_Supplied records_.

────────────────

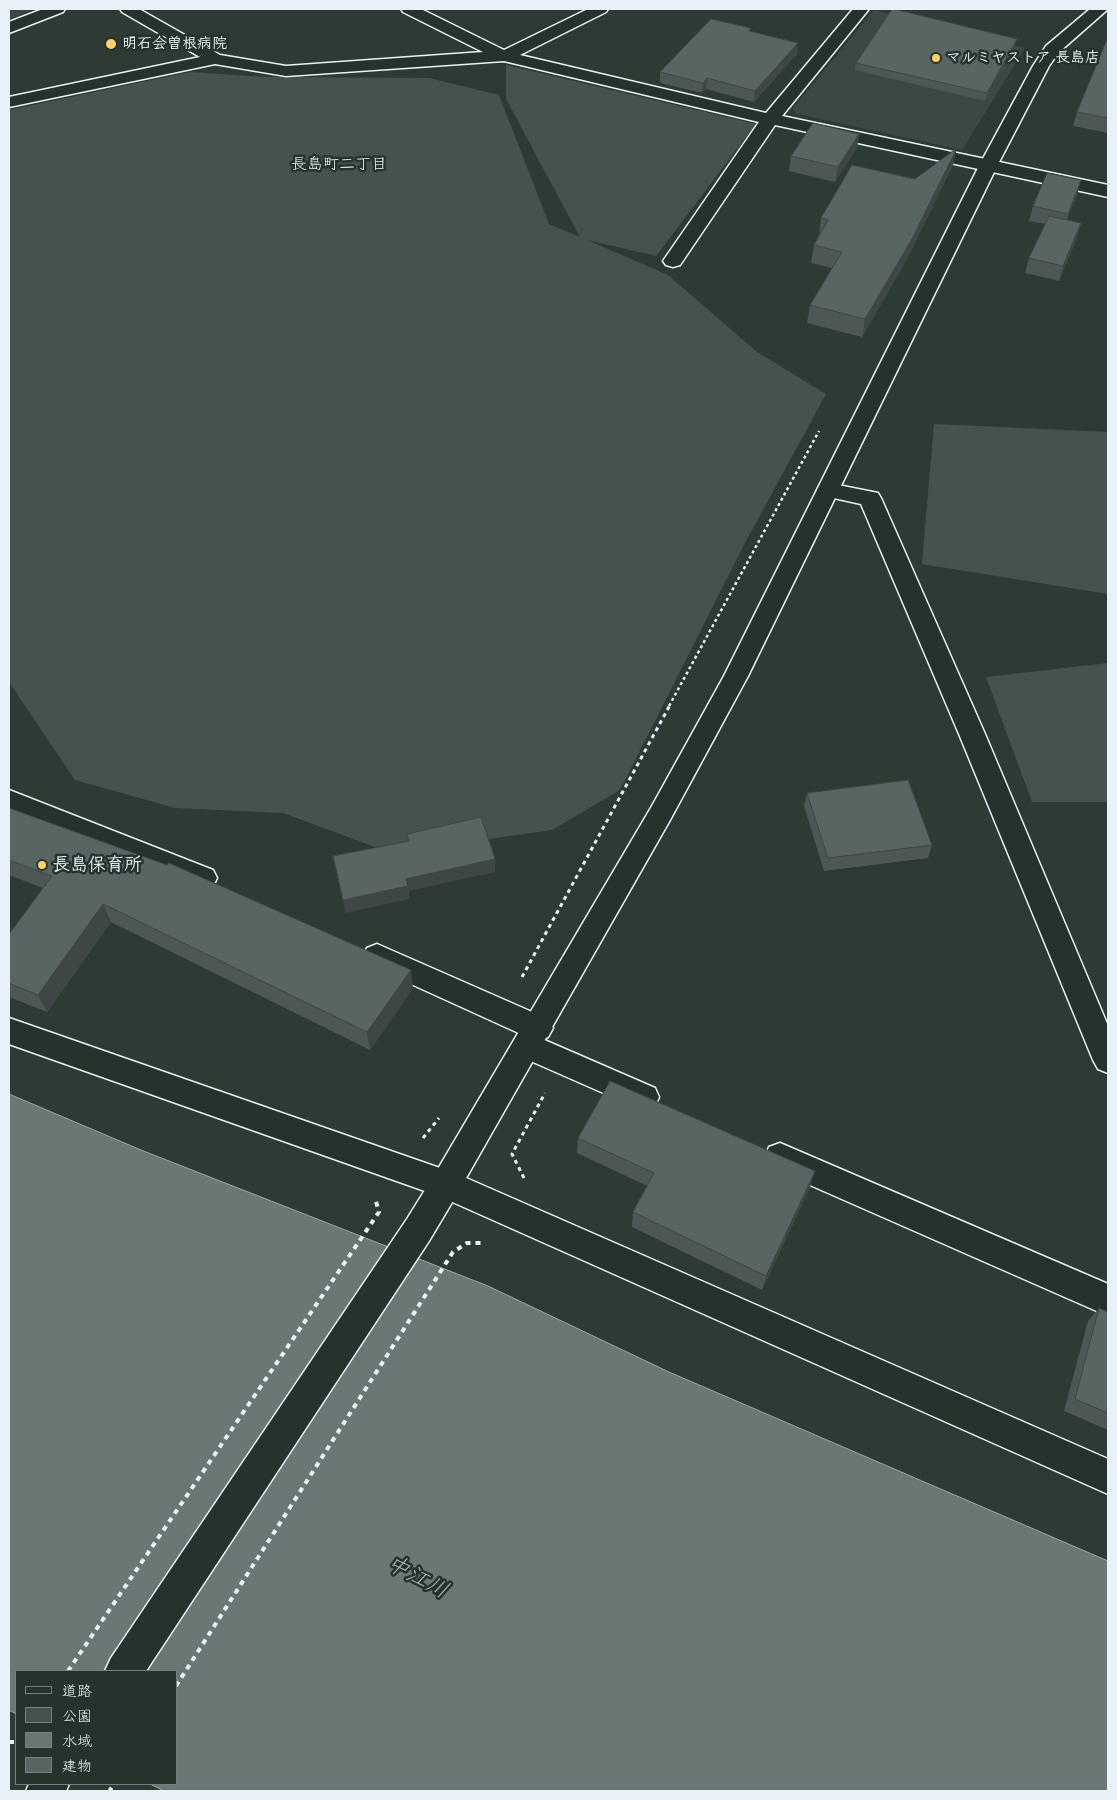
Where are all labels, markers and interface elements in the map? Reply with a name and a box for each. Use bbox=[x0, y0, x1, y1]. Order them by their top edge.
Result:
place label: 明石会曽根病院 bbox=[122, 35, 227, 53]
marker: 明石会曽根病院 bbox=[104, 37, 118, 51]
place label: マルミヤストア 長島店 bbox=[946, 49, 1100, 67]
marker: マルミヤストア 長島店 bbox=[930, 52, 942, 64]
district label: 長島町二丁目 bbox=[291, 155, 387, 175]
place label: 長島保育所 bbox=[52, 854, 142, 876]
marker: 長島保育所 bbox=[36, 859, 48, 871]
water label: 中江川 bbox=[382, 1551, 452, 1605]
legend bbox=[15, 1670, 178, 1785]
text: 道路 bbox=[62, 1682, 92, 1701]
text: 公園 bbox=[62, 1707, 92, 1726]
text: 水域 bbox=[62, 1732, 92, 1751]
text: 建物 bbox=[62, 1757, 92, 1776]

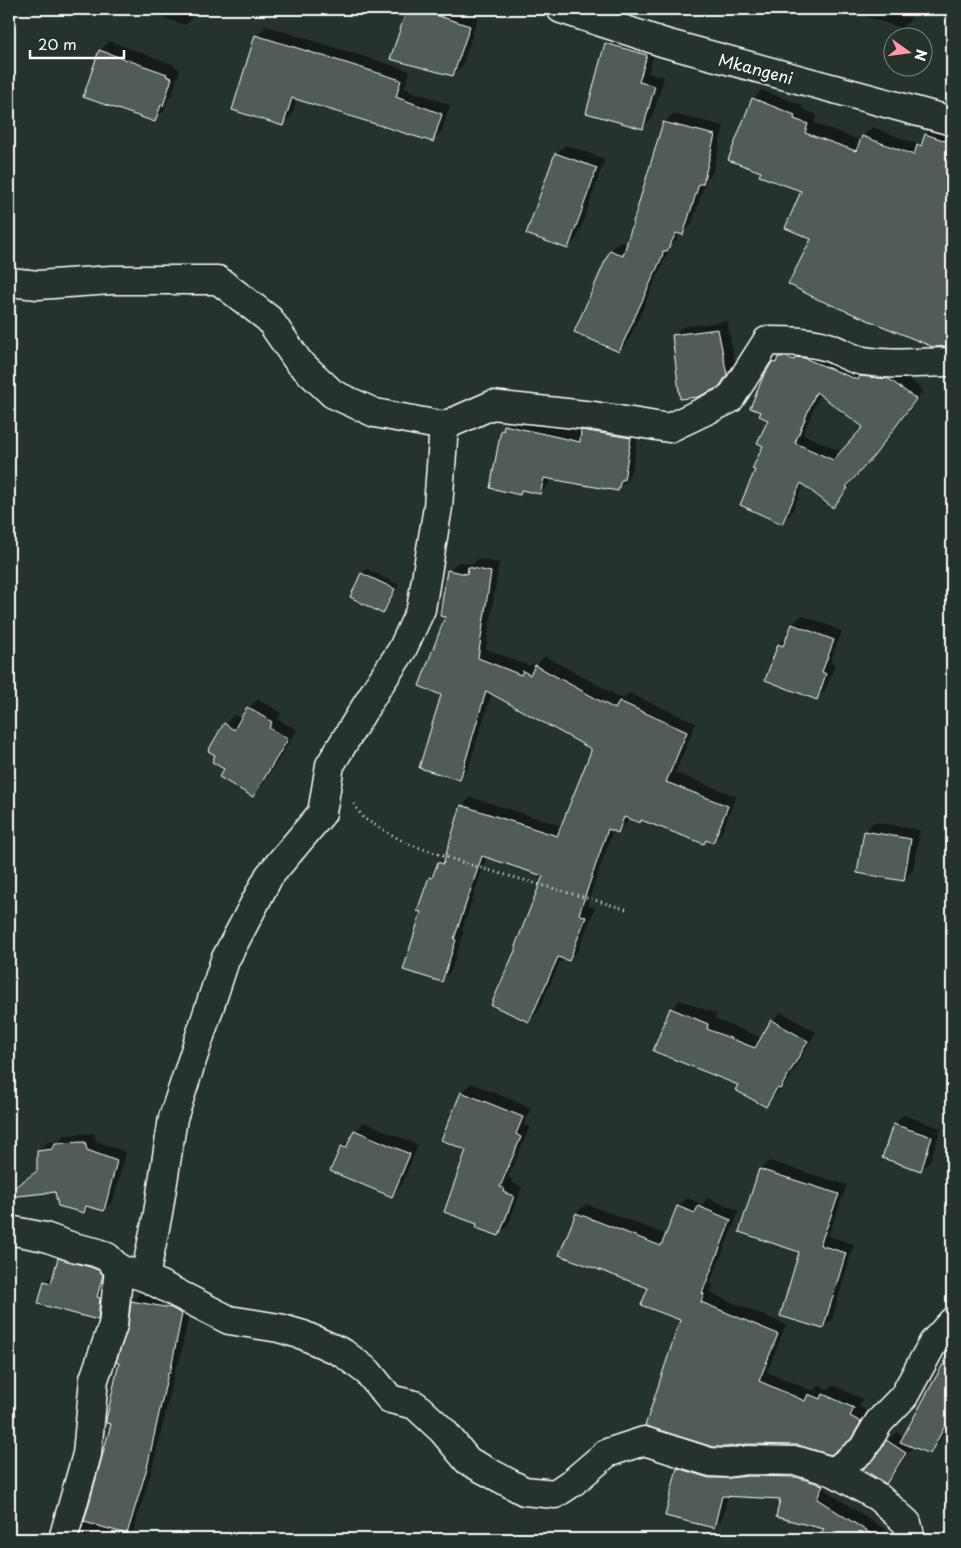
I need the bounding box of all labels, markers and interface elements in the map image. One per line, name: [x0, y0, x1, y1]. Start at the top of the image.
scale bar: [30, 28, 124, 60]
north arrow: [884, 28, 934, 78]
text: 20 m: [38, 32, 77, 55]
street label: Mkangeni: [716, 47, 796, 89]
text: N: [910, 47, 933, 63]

────────────────

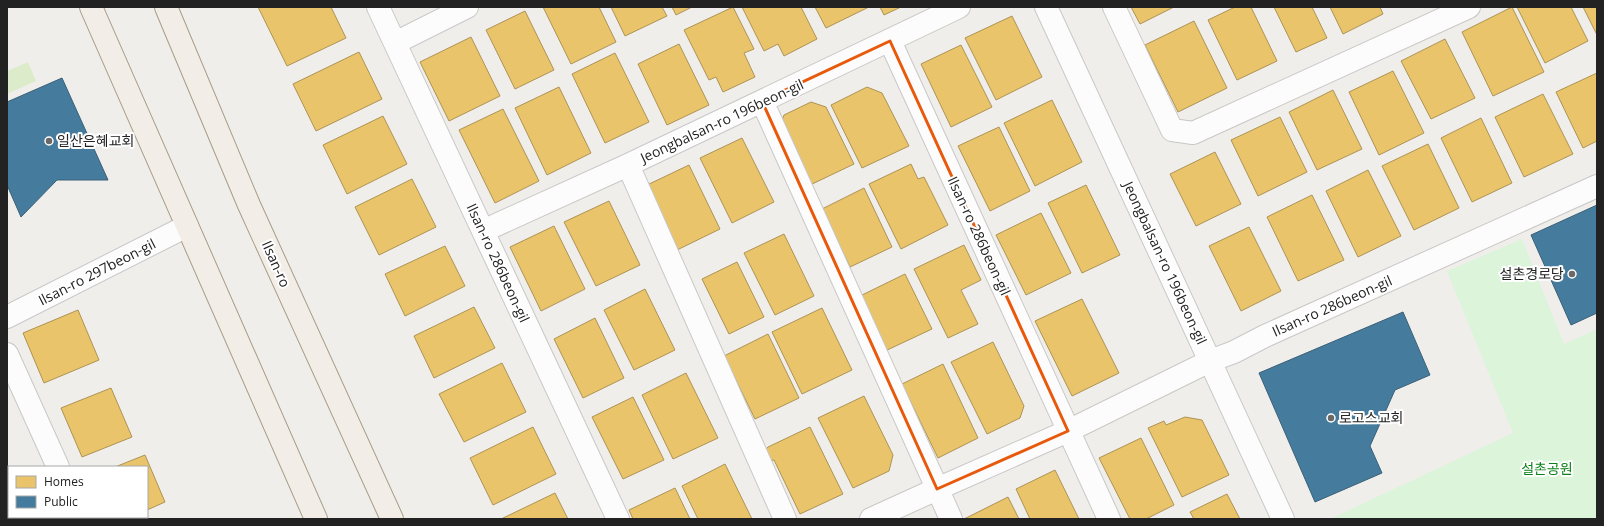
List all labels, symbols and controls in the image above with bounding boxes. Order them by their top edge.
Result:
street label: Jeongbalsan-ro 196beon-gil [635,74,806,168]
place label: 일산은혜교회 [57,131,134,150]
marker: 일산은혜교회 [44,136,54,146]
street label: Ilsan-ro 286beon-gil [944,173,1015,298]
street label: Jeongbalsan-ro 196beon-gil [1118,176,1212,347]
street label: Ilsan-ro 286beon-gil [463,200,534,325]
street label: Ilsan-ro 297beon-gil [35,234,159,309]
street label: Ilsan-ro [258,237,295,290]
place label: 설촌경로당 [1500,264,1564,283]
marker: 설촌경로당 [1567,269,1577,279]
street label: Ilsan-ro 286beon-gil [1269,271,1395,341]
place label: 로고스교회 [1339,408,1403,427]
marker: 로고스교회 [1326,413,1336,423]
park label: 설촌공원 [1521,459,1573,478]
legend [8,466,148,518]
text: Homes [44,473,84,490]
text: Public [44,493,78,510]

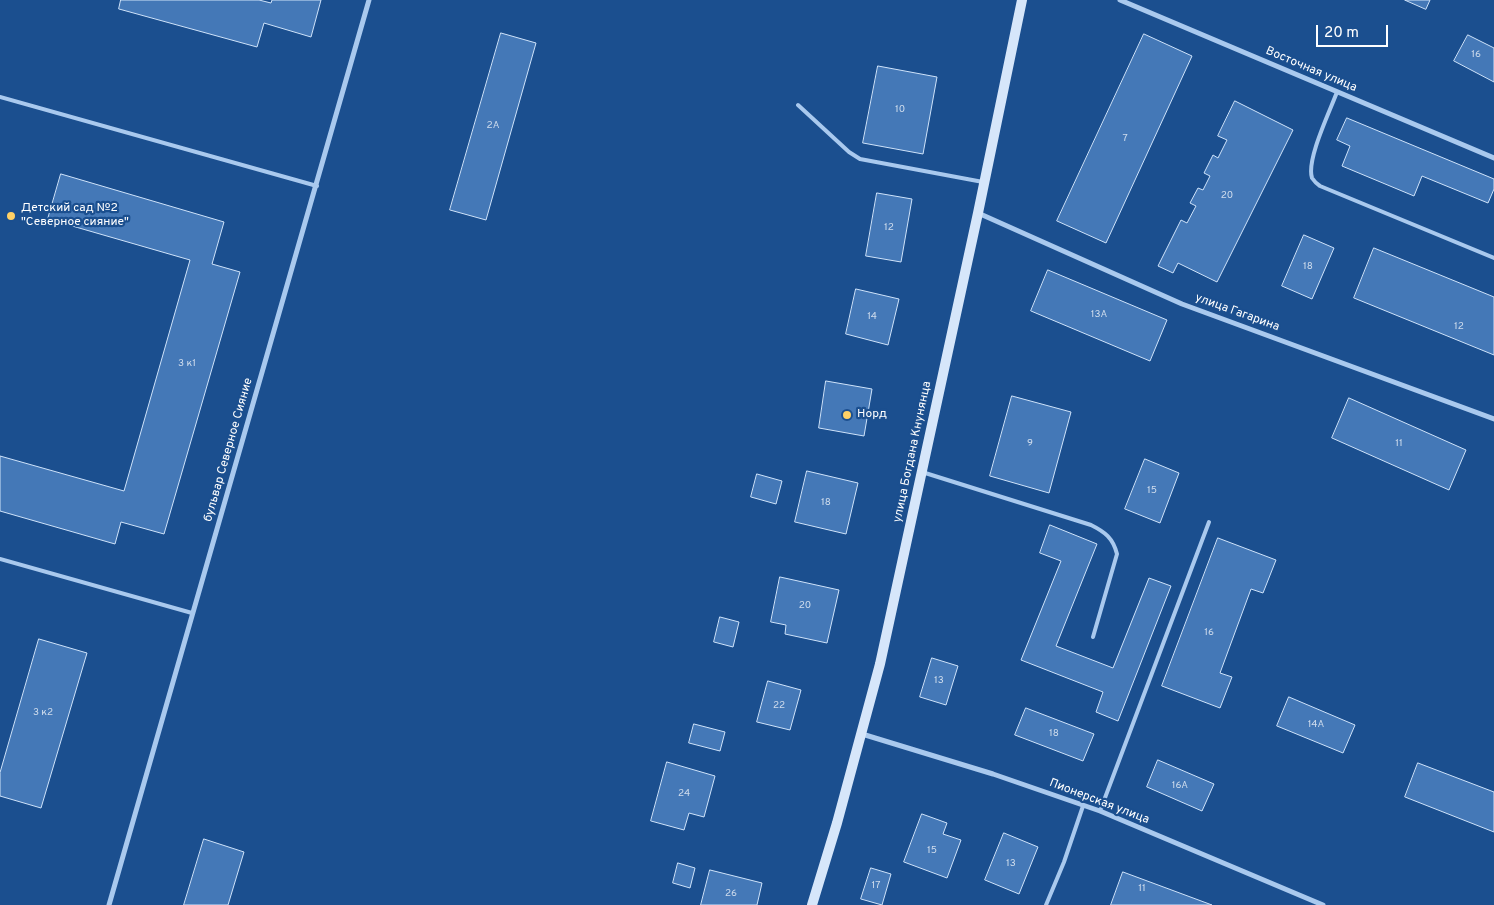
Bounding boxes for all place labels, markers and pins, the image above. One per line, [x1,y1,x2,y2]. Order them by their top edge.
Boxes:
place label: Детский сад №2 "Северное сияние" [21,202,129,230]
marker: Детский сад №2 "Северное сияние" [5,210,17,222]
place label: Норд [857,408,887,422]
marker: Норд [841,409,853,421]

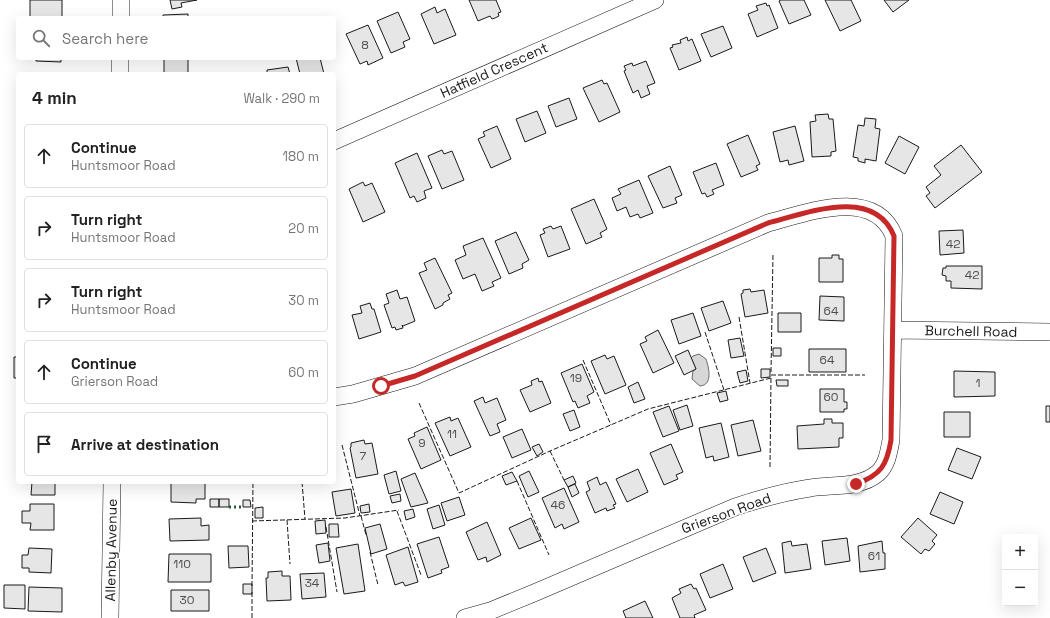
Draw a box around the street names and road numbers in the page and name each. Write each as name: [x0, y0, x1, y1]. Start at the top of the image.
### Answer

────────────────

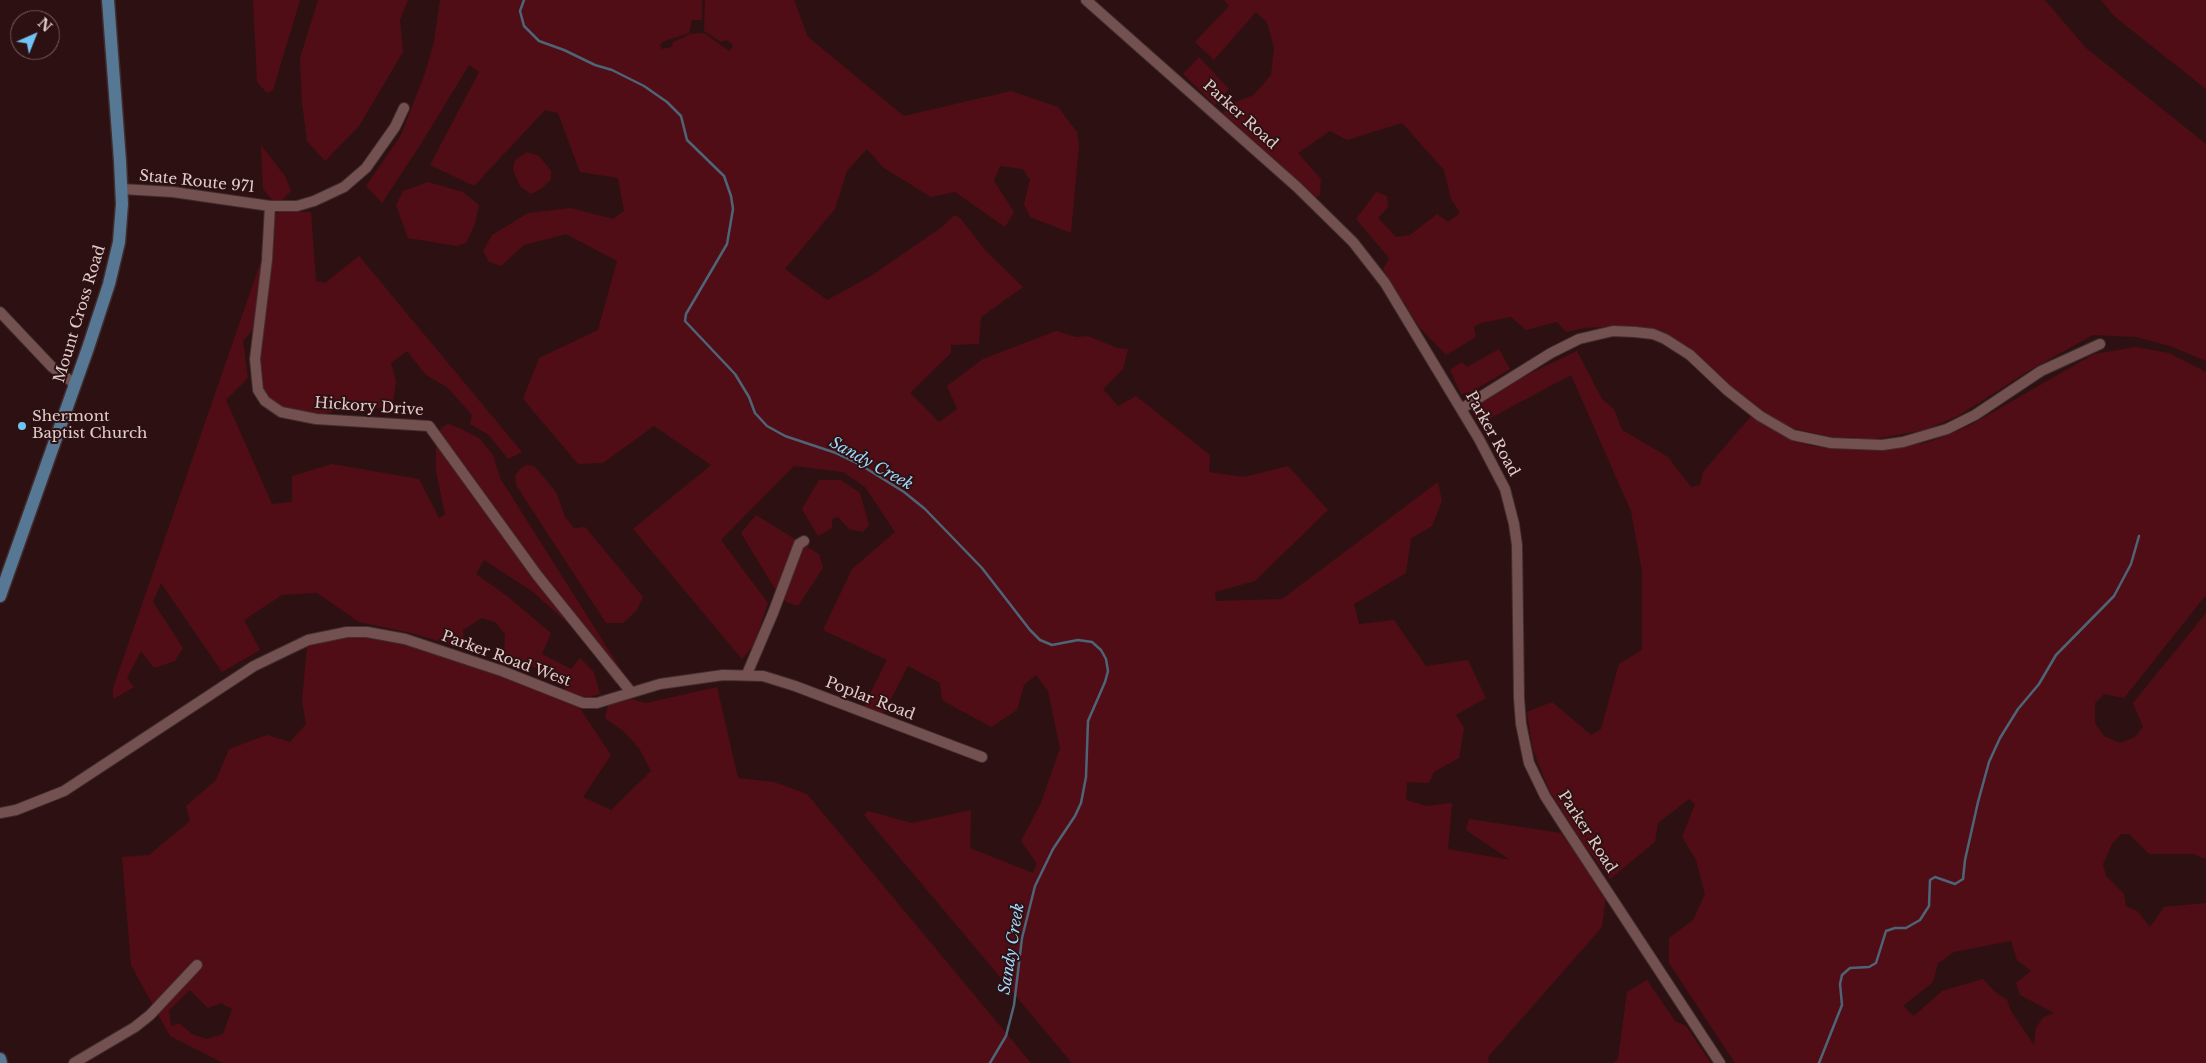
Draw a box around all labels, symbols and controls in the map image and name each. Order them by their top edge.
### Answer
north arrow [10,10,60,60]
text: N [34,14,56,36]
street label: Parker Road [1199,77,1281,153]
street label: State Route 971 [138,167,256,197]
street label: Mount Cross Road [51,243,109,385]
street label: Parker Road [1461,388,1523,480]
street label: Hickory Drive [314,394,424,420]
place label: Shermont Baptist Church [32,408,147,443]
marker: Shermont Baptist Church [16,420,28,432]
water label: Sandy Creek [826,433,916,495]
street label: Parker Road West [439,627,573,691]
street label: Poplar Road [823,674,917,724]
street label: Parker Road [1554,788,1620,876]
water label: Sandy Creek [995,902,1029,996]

────────────────

_What is expected_. Sift through the entries and copy every line with "symbols".

_Answer area_.
List all labels, symbols and controls in the image above with bounding boxes. Order them by their top edge.
Draw a box around all labels, symbols and controls in the map image and name each. Order them by their top edge.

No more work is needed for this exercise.